Transformers slagen er vaak niet in om generaliseerbare algoritmen te leren, en vertrouwen in plaats daarvan op broze heuristieken. Met behulp van grafconnectiviteit als testomgeving verklaren we dit fenomeen zowel theoretisch als empirisch. We beschouwen een vereenvoudigde Transformer-architectuur, de ontwarde Transformer, en bewijzen dat een model met L lagen de capaciteit heeft om grafen met diameters tot precies 3^L op te lossen, waarbij een algoritme wordt geïmplementeerd dat equivalent is aan het berekenen van machten van de adjacency-matrix.

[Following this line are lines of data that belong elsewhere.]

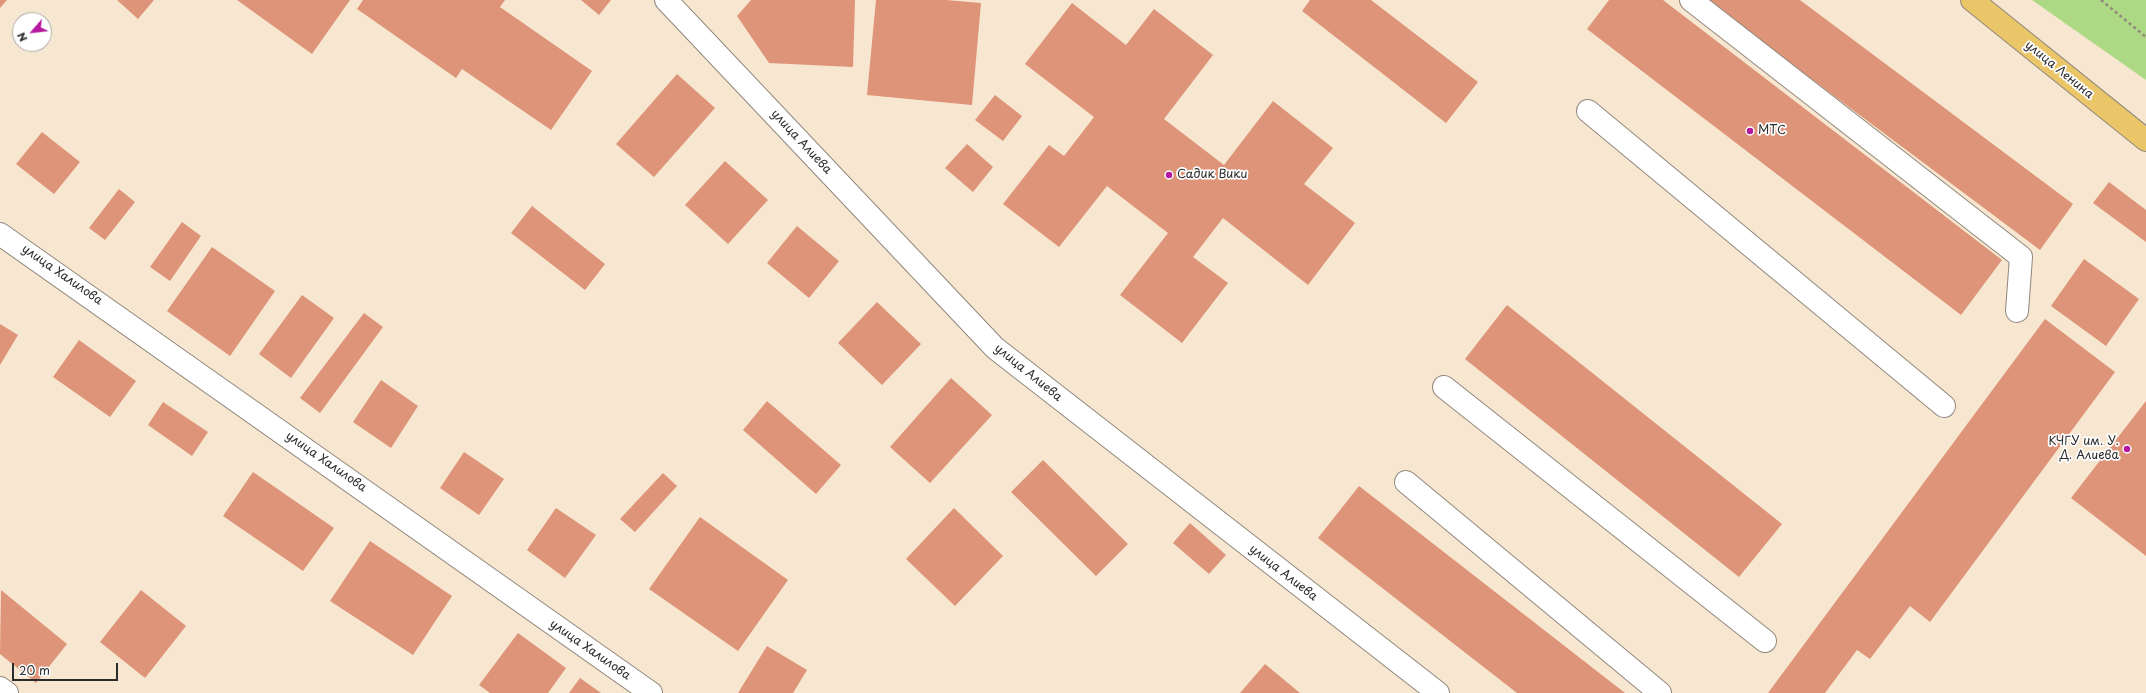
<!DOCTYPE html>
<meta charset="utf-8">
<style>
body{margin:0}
#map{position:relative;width:2146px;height:693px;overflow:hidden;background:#f7e6d0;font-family:"Playpen Sans",sans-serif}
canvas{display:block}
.north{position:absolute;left:12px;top:12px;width:40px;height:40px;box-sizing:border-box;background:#fff;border:1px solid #aaa;border-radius:50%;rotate:242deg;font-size:11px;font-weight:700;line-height:16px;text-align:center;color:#2b2b2b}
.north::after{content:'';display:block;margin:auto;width:14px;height:18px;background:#b5179e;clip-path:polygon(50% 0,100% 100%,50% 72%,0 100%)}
.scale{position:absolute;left:12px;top:663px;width:106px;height:18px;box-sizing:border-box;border:2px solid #2b2b2b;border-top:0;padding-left:5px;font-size:12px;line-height:14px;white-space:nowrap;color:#2b2b2b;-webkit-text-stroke:3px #fff;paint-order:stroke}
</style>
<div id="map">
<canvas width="2146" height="693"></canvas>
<div class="north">N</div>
<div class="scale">20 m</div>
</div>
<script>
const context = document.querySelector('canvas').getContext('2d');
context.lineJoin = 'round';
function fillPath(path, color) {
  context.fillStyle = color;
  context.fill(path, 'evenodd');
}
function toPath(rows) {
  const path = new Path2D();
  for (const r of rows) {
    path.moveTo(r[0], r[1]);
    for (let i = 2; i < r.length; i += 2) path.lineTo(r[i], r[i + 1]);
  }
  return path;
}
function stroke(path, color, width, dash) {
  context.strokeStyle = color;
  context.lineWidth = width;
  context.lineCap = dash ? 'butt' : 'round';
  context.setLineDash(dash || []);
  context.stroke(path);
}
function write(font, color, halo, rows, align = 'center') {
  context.font = font + ' "Playpen Sans",sans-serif';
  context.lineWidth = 3.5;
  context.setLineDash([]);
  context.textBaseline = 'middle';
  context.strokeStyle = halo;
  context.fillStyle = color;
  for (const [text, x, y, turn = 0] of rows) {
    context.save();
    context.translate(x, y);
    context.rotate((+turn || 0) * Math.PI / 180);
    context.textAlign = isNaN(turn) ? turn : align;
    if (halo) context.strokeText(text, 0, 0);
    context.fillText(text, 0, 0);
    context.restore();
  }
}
const green = toPath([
 [2032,0,2146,0,2146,80]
]);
const building = toPath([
 [0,0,7,0,0,8],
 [117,0,154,0,138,19],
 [237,0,350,0,312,54],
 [363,0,505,0,500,7,592,71,551,130,462,69,456,78,357,9],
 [581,0,611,0,599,15],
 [751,0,855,0,853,67,769,63,737,16],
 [876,0,946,0,981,3,972,105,867,95],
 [1310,0,1371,0,1478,82,1446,123,1302,11],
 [1609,0,1663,0,2002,260,1961,315,1587,29],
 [1706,0,1800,0,2073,204,2040,250],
 [1072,3,1126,45,1154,9,1213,55,1164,119,1224,165,1273,101,1333,148,1304,184,1355,223,1308,285,1223,218,1193,257,1228,283,1182,343,1120,295,1168,233,1107,186,1059,247,1003,204,1049,145,1064,156,1094,117,1025,64],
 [677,74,715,108,654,177,616,144],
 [995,95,1022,116,1003,141,975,120],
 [42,132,80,162,54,194,16,164],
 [967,144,993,167,973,192,945,168],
 [725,161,768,200,728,244,685,205],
 [2109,182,2146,210,2146,242,2093,203],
 [119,189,135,202,105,240,89,228],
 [532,206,605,264,585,290,511,233],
 [182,222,201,236,170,281,150,267],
 [797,226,839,261,809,298,767,263],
 [212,247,275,291,230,356,167,311],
 [2084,259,2139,299,2106,346,2051,306],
 [302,295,334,318,291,378,259,354],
 [877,302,921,344,882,385,838,343],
 [1507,305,1782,524,1739,577,1465,359],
 [364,313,383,327,320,413,300,398],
 [2045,319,2115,372,1930,622,1910,606,1870,659,1857,650,1825,693,1768,693],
 [0,324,18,335,0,365],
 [79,340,136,381,110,417,53,377],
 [951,378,992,415,930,483,890,447],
 [381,380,418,406,391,448,353,422],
 [767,401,841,465,816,494,743,430],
 [2146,401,2146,556,2071,498],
 [163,402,208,432,192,456,148,425],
 [464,452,504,479,479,515,440,488],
 [1043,460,1128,544,1096,576,1011,492],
 [253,472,334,528,303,571,223,516],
 [663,473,677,486,635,532,620,519],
 [1359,486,1625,693,1517,693,1318,538],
 [556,508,596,535,565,578,527,550],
 [954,508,1003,556,955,606,906,559],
 [700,517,788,580,738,651,649,589],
 [1190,523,1226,555,1209,574,1173,543],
 [370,541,452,596,413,655,330,601],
 [1,590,67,644,36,683,0,654],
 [141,590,186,626,145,678,100,642],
 [518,633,566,668,548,693,490,693,479,685],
 [767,646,807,670,793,693,738,693],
 [1265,664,1300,693,1240,693],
 [580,678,601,693,569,693]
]);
const path = toPath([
 [2101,0,2146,37]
]);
const minor = toPath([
 [666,0,995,348,1438,693],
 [1691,0,2021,257,2017,311],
 [1588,111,1944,406],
 [0,234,651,693],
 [1444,387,1765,641],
 [1406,482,1660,693],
 [0,688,7,693]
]);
const major = toPath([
 [1972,0,2146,140]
]);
const markers = [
 [1750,131,4,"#b5179e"],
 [1169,175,4,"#b5179e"],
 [2127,449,4,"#b5179e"]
];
const streetNames = [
 ["улица Ленина",2059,70,39],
 ["улица Алиева",801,142,47],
 ["улица Халилова",62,275,35],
 ["улица Алиева",1028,373,39],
 ["улица Халилова",326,462,35],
 ["улица Алиева",1283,573,38],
 ["улица Халилова",590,650,35]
];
const poiNames = [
 ["МТС",1758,131],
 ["Садик Вики",1177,175],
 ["КЧГУ им. У.",2119,442,"right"],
 ["Д. Алиева",2119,456,"right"]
];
fillPath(green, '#aed984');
fillPath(building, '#de9478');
stroke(minor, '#91887e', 24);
stroke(major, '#91887e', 24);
stroke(path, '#91887e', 2.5, [3, 3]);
stroke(minor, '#fff', 22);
stroke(major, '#ebc669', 22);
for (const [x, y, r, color] of markers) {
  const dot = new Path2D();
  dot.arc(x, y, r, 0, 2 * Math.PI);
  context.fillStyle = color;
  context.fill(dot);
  stroke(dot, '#fff', 1.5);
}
write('12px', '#2b2b2b', '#fff', streetNames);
write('12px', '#2b2b2b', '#fff', poiNames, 'left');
</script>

We analyseren de trainingsdynamiek en laten zien dat de geleerde strategie afhangt van de vraag of de meeste trainingsinstanties binnen deze modelcapaciteit vallen. Binnen-capaciteit grafen (diameter ≤ 3^L) leiden tot het leren van een correct algoritmisch oplossing, terwijl buiten-capaciteit grafen het leren van een eenvoudige heuristiek op basis van knooppuntgraden stimuleren. Tot slot tonen we empirisch aan dat het beperken van trainingsgegevens binnen de capaciteit van een model ertoe leidt dat zowel standaard als ontwarde Transformers het exacte algoritme leren in plaats van de graad-gebaseerde heuristiek.